Three weeks ago, the story was that buyers had walked away from the housing market. This week the headline is that sellers outnumber buyers by 46.5%, the largest imbalance in three years — and the Producer Price Index just spiked at the fastest monthly pace since 2022, pushing the 30-year mortgage rate to 6.66%. Both of those things are true at the same time. If you wait for them to agree, you will be waiting forever.

If you needed groceries, would you sit in your house with the keys in your hand until every traffic light between you and the store turned green? No. You would drive. You would use the brakes, the seat belts, the turn signals, and the rules of the road. You would not be reckless, but you would not be frozen either, because you trust that you can get to the store. Most aspiring real estate investors right now are sitting in the kitchen waiting for green lights.

This article is about how to drive.

What Most Real Estate Investors Get Wrong About Mixed Data

Asset vs business model split — visualizing the problem
Section 1 · The Problem visualized — your asset is the property; your business model is what you do with it.

Mid-May 2026 produced two reports that contradicted each other if you read them like headlines. Redfin published its April buyers-vs-sellers data on May 12 showing 46.5% more home sellers than buyers nationally — about one million buyers chasing 1.5 million listings. That looks like buyer leverage. Two days later, the April Producer Price Index came in at 6.0% year over year and 1.4% month over month, the largest monthly jump since March 2022. The 30-year Treasury yield crossed 5% for the first time since 2007. The 30-year fixed mortgage rate closed the week near 6.66%. That looks like a buyer punishment.

Most real estate content will pick one of those two stories and run with it. The investor reading the picked story freezes, because the picked story does not match what the investor sees in the next news cycle, and that mismatch reads as "I don't have enough information yet."

This is not an information problem. It is a framework problem.

When you are on the buy side of any transaction, you are dealing with fear. When you are on the sell side, you are dealing with greed. When we procrastinate on the buy side, it is almost never because we lack the data. It is because we believe the outcome will not be in our favor more than we believe it will be. If we knew, beyond every shadow of a doubt, that the outcome would be in our favor, we would move. Not recklessly — with the brakes, the seat belts, the turn signals — but we would move.

The reason most investors freeze right now is not the data. It is the absence of a framework for how to read contradictory data. So let me give you one.

The CFD Perspective: Why Most Operators Only See One Capital Source

WHERE · WHEN · WHO · HOW framework
Section 2 · The Framework — every ordinance defines its regulated category along these four dimensions.

Here is the actual issue most aspiring investors run into. It is not that interest rates are doing whatever they are doing. It is that they need a bank's money in order to purchase a property, and they do not have another method for acquiring the property without the bank being involved. So borrowing cost through the bank becomes the variable that controls everything in their mental model — and any movement in that one variable triggers paralysis.

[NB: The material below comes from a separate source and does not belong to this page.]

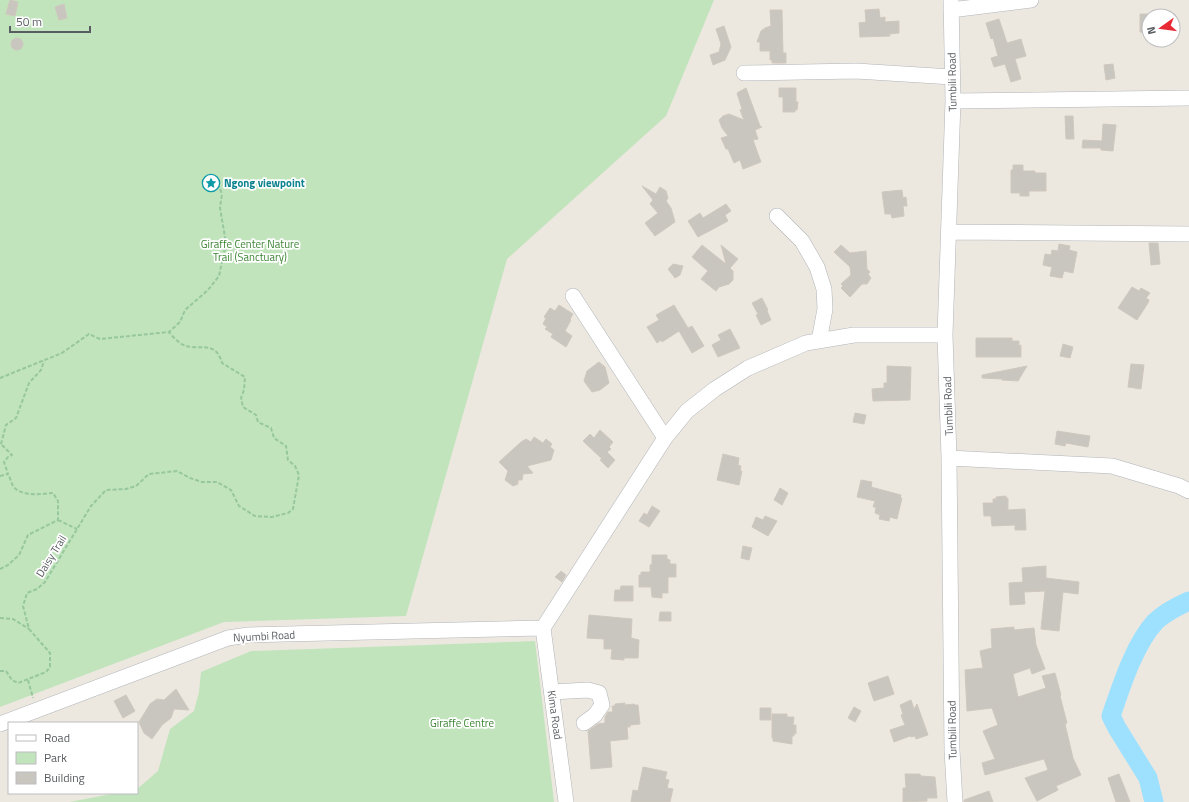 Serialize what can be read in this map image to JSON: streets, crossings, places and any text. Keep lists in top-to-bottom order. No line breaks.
{"streets":{"street":["Tumbili Road","Nyumbi Road","Kima Road"],"path":["Daisy Trail"]},"crossings":[["Nyumbi Road","Kima Road"]],"parks":["Giraffe Center Nature Trail (Sanctuary)","Giraffe Centre"],"places":{"place":["Ngong viewpoint"]},"legend":["Road","Park","Building"],"scale_bar":"50 m","north":"left"}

But the bank is one source of capital. There are many more. What you do not know about those other sources can, has, and always will hurt you.

This is not academic. In 2026, the two most operator-relevant alternative sources of capital are purchase-money mortgages and self-directed retirement plans — and both are written into US law and IRS regulations that have not changed in years.

A purchase-money mortgage is a mortgage given by the buyer of real property to the seller of that property as part of the transaction, in place of paying the full price in cash. The Cornell Legal Information Institute puts it cleanly: the seller finances a portion of the sale by accepting a mortgage from the buyer instead of receiving the full purchase price at closing. The terms — interest rate, repayment schedule, balloon timing — are negotiated between the two parties and can look nothing like a traditional bank mortgage. The technical term Investopedia and most lenders use for the same thing is also "purchase-money mortgage," sometimes called owner financing or seller financing. Several variants are well-documented: SoFi's explainer catalogs land contracts, lease-purchase agreements, lease-option agreements, and assumable mortgages, all of which fit under the purchase-money umbrella.

"When you're on the buy side of any transaction, you are dealing with fear. When you're on the sell side, you are dealing with greed. The reason most investors freeze right now is not the data — it is the absence of a framework for how to read contradictory data."

— J. Massey · CashFlowDiary

The second source is the self-directed 401(k), which by the time you read this is the single largest pool of capital that most operators do not know they have access to. Other people's retirement money — properly structured under IRS Section 4975 — can fund real estate purchases inside a tax-advantaged wrapper. The trick is that the IRS prohibited transaction rules are strict about who can transact with the plan: you, your spouse, your lineal ascendants and descendants, and any entity 50% or more owned by any of the above are all disqualified persons. The plan can buy real estate, hold notes, partner with non-disqualified investors. It cannot buy your house, rent to your child, or pay you for sweat equity on a property it owns. Solo 401(k)s have one additional structural advantage over self-directed IRAs: they are exempt from Unrelated Debt-Financed Income tax on leveraged real estate, which matters a great deal when the plan finances a property through a non-recourse loan.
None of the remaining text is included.